Die Berufung des Beigeladenen ist gemäß § 112e Satz 1 BRAO i.V.m. § 112c Abs. 1 Satz 1 BRAO , § 63 Nr. 3 VwGO zulässig und hat in der Sache Erfolg. Die Beklagte hat den Beigeladenen zu Recht als Syndikusrechtsanwalt zugelassen. Die gesetzlichen Voraussetzungen (§ 46a Abs. 1 Satz 1 BRAO ) einschließlich der Befugnis, nach außen verantwortlich aufzutreten (§ 46a Abs. 1 Satz 1 Nr. 3 , § 46 Abs. 3 Nr. 4 BRAO ), liegen vor.

I.

Die Tätigkeit des Beigeladenen entspricht den Anforderungen des § 46 Abs. 2 bis 5 BRAO (i.V.m. § 46a Abs. 1 Satz 1 Nr. 3 BRAO ).
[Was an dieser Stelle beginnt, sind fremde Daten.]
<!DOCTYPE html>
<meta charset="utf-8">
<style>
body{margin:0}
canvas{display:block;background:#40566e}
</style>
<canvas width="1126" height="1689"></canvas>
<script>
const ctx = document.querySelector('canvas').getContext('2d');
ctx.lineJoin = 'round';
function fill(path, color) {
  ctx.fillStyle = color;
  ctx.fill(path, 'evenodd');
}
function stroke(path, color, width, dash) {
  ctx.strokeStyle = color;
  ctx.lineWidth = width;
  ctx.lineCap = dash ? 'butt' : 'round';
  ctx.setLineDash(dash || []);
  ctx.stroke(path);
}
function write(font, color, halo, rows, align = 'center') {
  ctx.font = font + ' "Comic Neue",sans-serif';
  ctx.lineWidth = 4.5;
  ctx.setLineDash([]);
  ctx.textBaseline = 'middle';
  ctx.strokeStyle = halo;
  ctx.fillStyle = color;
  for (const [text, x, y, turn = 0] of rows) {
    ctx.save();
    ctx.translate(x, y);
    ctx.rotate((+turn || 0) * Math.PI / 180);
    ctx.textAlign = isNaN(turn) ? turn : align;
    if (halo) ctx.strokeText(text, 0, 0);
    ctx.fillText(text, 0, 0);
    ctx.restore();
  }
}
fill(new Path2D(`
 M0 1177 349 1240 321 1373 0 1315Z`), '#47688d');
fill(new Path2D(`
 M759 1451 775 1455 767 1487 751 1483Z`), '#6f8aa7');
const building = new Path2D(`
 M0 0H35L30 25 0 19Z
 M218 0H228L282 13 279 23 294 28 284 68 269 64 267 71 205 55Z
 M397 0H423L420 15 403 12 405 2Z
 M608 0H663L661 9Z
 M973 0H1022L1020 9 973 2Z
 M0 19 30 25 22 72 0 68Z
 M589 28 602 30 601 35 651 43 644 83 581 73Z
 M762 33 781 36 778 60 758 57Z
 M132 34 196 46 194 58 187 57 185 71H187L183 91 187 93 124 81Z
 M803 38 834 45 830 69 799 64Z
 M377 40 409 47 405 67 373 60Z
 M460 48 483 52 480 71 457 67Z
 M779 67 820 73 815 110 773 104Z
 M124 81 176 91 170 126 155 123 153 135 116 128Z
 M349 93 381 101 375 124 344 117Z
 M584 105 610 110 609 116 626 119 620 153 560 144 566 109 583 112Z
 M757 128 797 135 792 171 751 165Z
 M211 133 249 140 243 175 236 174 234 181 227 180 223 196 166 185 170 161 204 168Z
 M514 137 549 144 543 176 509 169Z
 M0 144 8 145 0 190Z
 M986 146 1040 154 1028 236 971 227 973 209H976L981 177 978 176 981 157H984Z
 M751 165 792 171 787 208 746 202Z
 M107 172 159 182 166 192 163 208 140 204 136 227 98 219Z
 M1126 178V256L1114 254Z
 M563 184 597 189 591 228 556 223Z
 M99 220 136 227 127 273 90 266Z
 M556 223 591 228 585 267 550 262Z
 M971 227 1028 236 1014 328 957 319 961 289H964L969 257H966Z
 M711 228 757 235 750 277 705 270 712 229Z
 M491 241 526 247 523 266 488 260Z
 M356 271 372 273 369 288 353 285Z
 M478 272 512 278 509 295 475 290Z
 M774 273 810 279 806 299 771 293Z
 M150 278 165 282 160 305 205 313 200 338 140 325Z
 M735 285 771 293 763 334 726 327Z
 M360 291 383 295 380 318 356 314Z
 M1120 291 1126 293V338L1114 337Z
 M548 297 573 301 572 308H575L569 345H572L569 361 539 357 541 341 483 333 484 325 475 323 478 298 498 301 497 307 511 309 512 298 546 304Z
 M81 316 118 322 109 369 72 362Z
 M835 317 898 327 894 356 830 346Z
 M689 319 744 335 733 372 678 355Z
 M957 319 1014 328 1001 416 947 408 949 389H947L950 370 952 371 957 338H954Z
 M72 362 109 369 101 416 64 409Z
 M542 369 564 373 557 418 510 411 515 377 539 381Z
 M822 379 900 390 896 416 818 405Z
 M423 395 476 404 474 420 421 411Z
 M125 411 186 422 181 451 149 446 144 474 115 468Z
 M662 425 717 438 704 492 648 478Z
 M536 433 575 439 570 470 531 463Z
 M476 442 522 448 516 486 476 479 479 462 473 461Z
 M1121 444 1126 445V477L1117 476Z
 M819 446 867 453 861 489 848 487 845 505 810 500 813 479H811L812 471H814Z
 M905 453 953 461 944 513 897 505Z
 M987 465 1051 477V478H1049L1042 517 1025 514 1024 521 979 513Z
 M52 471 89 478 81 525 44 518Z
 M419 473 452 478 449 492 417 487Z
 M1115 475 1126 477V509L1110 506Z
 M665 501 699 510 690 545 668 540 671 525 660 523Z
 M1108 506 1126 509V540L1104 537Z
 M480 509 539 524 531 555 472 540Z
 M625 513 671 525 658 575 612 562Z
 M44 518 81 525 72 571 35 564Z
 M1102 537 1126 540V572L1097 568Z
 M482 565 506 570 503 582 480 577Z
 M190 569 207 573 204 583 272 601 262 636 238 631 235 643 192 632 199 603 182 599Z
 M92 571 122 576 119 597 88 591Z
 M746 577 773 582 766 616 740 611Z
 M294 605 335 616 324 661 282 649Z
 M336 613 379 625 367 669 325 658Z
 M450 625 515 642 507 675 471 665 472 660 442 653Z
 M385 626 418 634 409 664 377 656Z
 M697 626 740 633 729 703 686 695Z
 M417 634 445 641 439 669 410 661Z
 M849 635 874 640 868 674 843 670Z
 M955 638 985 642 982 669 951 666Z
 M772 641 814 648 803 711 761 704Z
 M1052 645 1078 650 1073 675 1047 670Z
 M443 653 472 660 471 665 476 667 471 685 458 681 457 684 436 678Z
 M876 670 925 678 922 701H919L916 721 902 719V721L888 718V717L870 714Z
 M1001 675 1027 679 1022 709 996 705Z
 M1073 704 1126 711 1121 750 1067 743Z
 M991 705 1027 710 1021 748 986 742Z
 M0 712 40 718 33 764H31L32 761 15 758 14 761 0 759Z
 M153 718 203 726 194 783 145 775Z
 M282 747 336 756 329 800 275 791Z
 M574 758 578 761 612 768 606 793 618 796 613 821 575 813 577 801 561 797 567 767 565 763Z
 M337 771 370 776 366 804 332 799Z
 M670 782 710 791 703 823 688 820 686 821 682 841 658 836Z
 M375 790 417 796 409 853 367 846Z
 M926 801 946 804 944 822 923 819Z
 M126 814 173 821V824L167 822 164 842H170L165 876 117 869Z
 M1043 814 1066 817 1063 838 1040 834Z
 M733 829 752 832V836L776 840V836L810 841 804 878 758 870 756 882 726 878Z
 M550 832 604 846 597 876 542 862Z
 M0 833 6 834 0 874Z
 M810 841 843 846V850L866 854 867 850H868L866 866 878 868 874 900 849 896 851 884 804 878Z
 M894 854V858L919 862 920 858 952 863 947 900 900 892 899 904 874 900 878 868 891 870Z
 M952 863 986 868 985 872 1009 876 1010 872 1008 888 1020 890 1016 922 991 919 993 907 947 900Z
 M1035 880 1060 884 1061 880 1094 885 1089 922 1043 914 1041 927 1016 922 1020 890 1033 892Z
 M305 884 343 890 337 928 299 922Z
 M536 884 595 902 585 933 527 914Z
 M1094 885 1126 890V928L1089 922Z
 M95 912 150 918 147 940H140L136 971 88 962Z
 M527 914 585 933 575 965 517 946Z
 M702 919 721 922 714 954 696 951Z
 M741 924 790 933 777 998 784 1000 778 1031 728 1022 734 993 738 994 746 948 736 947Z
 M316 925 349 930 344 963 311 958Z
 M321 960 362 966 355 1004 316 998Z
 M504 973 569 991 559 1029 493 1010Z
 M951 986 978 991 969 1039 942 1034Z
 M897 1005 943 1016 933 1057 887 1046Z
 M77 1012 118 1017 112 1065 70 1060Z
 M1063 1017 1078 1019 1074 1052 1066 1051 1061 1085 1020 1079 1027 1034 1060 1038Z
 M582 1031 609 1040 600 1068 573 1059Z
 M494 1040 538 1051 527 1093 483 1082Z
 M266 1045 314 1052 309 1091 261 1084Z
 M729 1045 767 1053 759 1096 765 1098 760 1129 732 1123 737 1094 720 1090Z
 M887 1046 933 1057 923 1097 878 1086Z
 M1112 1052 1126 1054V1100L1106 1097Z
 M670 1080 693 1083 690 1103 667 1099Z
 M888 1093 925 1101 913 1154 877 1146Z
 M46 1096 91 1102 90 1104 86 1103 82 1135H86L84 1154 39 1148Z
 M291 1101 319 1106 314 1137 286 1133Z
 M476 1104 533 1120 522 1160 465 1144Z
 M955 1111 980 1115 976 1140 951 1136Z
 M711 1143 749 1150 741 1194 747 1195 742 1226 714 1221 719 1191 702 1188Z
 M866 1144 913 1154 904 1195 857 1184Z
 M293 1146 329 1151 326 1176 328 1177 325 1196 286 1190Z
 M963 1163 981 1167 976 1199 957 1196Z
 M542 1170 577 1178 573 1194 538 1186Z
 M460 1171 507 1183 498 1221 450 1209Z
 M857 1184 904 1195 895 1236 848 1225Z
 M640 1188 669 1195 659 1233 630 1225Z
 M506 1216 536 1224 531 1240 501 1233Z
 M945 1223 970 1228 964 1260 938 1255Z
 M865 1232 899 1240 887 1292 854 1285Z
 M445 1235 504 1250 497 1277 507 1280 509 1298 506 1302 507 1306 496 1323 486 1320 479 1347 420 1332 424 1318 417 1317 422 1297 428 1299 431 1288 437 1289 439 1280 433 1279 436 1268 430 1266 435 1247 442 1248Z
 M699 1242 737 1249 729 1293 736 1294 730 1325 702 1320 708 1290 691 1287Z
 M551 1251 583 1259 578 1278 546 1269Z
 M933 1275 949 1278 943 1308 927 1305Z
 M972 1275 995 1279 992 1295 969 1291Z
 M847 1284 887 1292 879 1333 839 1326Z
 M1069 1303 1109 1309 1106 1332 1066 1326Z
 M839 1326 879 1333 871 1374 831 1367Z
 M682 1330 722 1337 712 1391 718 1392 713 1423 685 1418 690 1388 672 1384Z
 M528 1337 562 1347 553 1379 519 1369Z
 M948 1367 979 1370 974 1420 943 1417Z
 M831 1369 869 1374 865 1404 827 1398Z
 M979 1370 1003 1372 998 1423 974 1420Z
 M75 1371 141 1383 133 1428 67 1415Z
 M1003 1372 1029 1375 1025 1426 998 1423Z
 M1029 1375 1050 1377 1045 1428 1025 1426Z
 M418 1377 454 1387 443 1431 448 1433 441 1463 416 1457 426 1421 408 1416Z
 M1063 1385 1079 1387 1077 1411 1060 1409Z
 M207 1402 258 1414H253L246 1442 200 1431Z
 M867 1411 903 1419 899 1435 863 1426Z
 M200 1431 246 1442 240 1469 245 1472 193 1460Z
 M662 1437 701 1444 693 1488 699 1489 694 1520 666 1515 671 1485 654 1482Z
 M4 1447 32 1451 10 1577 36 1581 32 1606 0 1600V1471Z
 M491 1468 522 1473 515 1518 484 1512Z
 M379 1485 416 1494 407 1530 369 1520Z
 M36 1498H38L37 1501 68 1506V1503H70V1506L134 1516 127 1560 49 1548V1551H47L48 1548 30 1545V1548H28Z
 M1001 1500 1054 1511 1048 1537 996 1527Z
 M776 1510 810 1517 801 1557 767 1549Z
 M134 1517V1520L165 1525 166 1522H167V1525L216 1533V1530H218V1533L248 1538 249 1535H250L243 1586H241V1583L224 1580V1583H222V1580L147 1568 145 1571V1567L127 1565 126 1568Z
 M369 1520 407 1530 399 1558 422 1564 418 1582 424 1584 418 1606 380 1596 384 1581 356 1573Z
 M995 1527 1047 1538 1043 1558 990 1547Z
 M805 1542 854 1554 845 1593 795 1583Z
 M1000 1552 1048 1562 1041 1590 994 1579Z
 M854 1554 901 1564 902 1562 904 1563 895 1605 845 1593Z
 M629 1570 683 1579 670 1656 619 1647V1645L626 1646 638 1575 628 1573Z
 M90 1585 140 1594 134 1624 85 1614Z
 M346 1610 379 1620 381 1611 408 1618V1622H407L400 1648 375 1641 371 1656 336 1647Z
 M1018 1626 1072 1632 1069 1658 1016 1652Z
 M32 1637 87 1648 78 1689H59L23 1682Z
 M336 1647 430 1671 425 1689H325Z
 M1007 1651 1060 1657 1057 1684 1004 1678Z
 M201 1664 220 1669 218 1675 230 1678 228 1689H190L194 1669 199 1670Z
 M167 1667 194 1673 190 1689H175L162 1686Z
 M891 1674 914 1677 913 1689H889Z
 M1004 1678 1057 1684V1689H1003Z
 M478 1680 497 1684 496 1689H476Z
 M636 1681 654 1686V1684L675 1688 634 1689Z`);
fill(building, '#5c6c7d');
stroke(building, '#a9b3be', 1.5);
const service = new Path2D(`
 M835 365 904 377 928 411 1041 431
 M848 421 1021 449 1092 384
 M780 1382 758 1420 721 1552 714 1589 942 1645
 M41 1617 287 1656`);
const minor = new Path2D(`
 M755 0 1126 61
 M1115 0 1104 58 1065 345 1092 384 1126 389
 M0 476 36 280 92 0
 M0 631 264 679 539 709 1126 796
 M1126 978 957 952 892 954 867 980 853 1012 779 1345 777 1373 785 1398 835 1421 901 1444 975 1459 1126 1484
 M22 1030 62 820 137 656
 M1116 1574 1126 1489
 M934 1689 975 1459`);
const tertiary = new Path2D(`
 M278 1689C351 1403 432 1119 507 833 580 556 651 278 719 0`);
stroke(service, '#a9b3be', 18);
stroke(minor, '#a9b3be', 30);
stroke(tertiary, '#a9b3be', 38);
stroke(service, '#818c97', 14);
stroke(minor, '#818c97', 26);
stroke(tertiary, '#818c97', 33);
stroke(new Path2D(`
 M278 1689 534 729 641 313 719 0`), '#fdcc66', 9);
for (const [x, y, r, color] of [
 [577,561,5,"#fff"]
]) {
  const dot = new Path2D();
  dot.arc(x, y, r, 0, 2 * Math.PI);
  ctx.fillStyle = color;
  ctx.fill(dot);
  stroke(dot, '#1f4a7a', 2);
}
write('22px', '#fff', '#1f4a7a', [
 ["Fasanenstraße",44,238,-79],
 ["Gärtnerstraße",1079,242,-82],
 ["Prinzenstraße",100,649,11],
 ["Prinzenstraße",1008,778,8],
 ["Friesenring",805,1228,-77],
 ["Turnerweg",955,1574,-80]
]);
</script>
1. Die nach § 46 Abs. 3 Nr. 4 BRAO erforderliche Befugnis, nach außen verantwortlich aufzutreten, liegt vor. Hierfür ist weder Alleinvertretungsbefugnis noch auch nur Gesamtvertretungsbefugnis des Syndikusrechtsanwalts im Rahmen seiner anwaltlichen Tätigkeit für seinen Arbeitgeber notwendig.

a) Dass zur Erfüllung des Tatbestands des § 46 Abs. 3 Nr. 4 BRAO das Vorliegen von Alleinvertretungsbefugnis nicht zu fordern ist, hat der Senat unter ausführlicher Analyse der Entstehungsgeschichte der genannten Vorschrift entschieden (Urteil vom 14. Januar 2019 - AnwZ (Brfg) 25/18, NJW 2019, 927 Rn. 12 ff. mwN; vgl. auch Beschlüsse vom 14. Januar 2019 - AnwZ (Brfg) 29/17, NJW-RR 2019, 440 Rn. 5 und vom 27. Februar 2019 - AnwZ (Brfg) 36/17, NJW-RR 2019, 693 Rn. 11).

b) Aber auch Gesamtvertretungsbefugnis ist - was der Senat in der vorgenannten Entscheidung (Urteil vom 14. Januar 2019, aaO Rn. 19) noch offenlassen konnte - zur Erfüllung des gesetzlichen Merkmals nicht ausnahmslos erforderlich. Denn die Befugnis, nach außen verantwortlich aufzutreten, kann sich im Einzelfall auch aus der selbständigen Führung von Verhandlungen oder der Wahrnehmung vergleichbarer Tätigkeiten ergeben.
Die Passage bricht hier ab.